2.22      Victoria Legal Aid also criticised the fact that the proposed amendment fails to clarify how the discretion to permit legal representation would be regulated.[23] The EM explains that:

The Tribunal’s power to determine whether parties (other than agency parties) in the Social Services and Child Support Division should be represented would promote the inquisitorial and informal nature of proceedings as well as the efficient conduct of reviews.

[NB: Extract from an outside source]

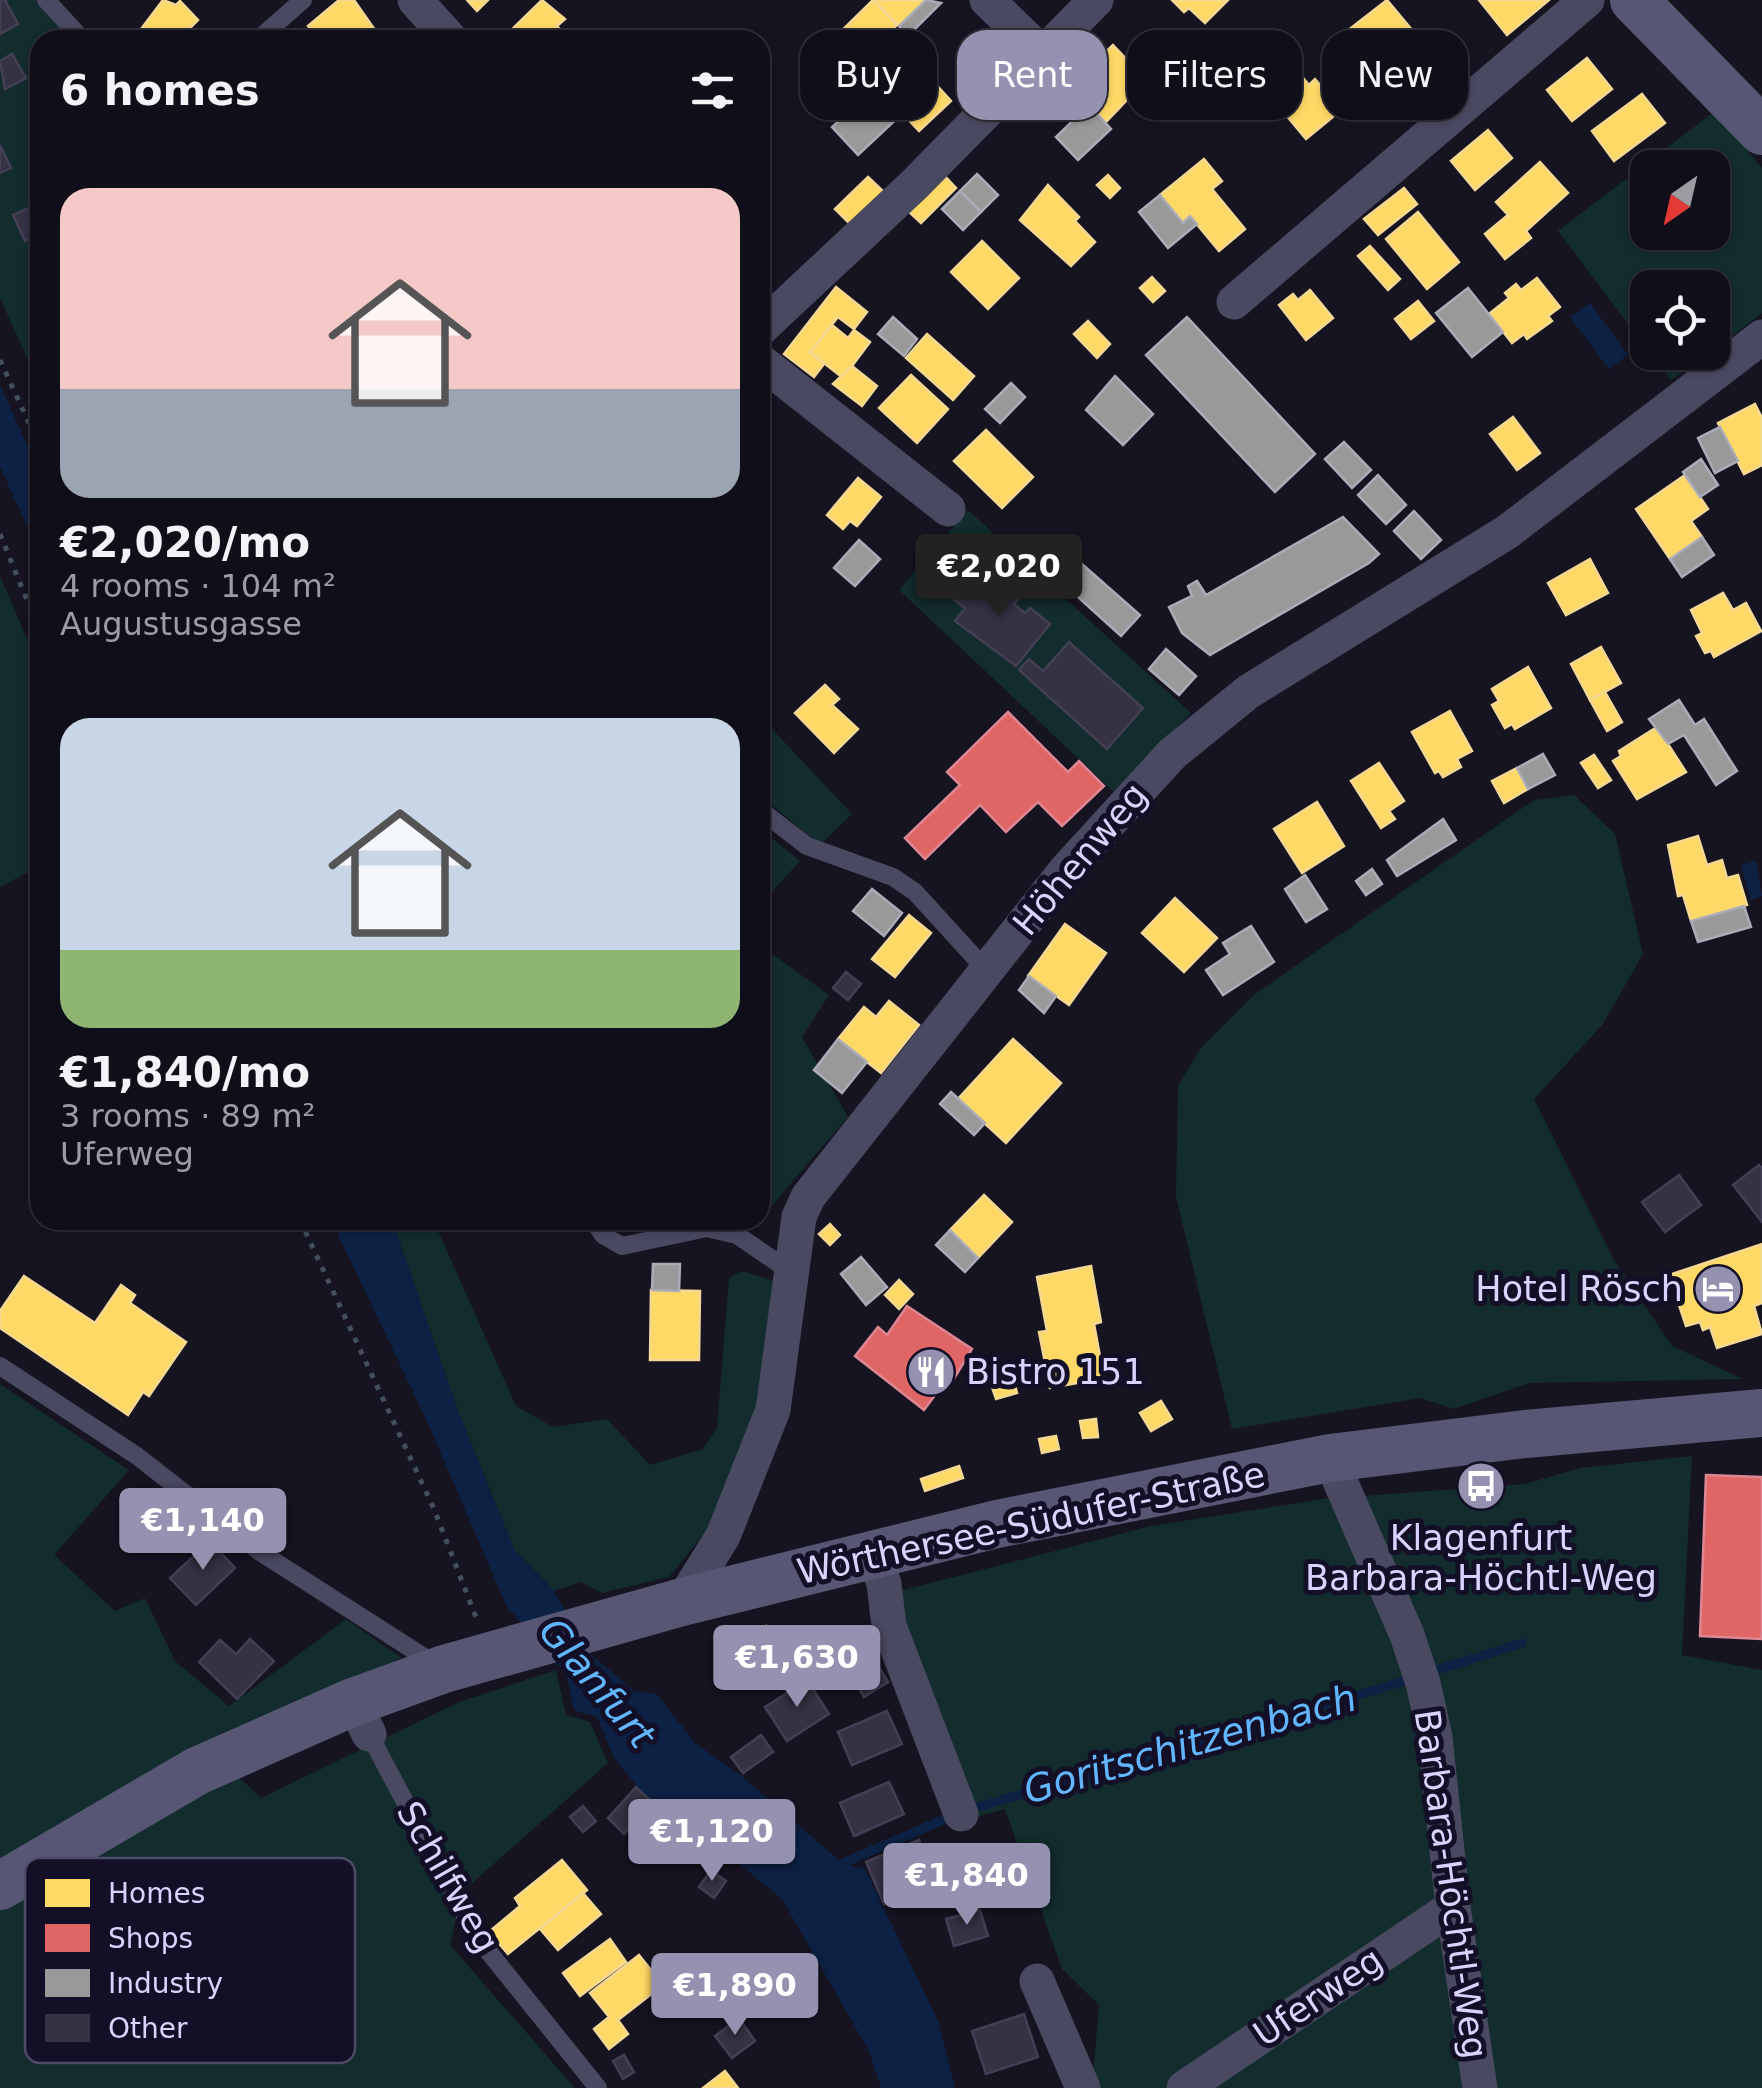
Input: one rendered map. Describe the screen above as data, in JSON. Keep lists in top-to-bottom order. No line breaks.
{"streets":{"main road":["Wörthersee-Südufer-Straße"],"street":["Höhenweg","Barbara-Höchtl-Weg","Uferweg"],"lane":["Schilfweg"]},"crossings":[["Höhenweg","Wörthersee-Südufer-Straße"],["Wörthersee-Südufer-Straße","Schilfweg"],["Wörthersee-Südufer-Straße","Barbara-Höchtl-Weg"],["Barbara-Höchtl-Weg","Uferweg"]],"water":["Glanfurt","Goritschitzenbach"],"places":{"hotel":["Hotel Rösch"],"restaurant":["Bistro 151"],"bus stop":["Klagenfurt Barbara-Höchtl-Weg"]},"legend":["Homes","Shops","Industry","Other"],"north":"bottom left","page":{"chip":["Buy","Rent","Filters","New"],"heading":"6 homes","list":[{"name":"€2,020/mo","note":"4 rooms · 104 m² · Augustusgasse"},{"name":"€1,840/mo","note":"3 rooms · 89 m² · Uferweg"}],"price":["€2,020","€1,140","€1,630","€1,120","€1,840","€1,890"]}}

It also reflects the sensitive and personal nature of the matters dealt with in social services and child support reviews.[24]

2.23      The committee notes that it follows that the Social Services and Child Support Division of the amalgamated AAT must be allowed to determine on a case-by-case basis whether or not a party should be permitted representation, even if this may cause some minor inconvenience to potential stakeholders.

Removal of Family Court jurisdiction

2.24      The Family Court criticised the Bill for proposing to remove the existing jurisdiction of the Family Court to hear appeals from the Federal Circuit Court, following a judicial review of decisions made under the CSRC Act by the SSAT. The Family Court also submitted that there is also a lack of appropriate saving and transitional provisions in the Bill to preserve appeals that have been heard but not determined.[25]

2.25      The Family Court argued that transferring the jurisdiction of the Family Court to the Federal Court would result in:

...greater fragmentation in child support appellate jurisdiction, and a squandering of the considerable expertise already developed in the Appeal Division of the Family Court...[26]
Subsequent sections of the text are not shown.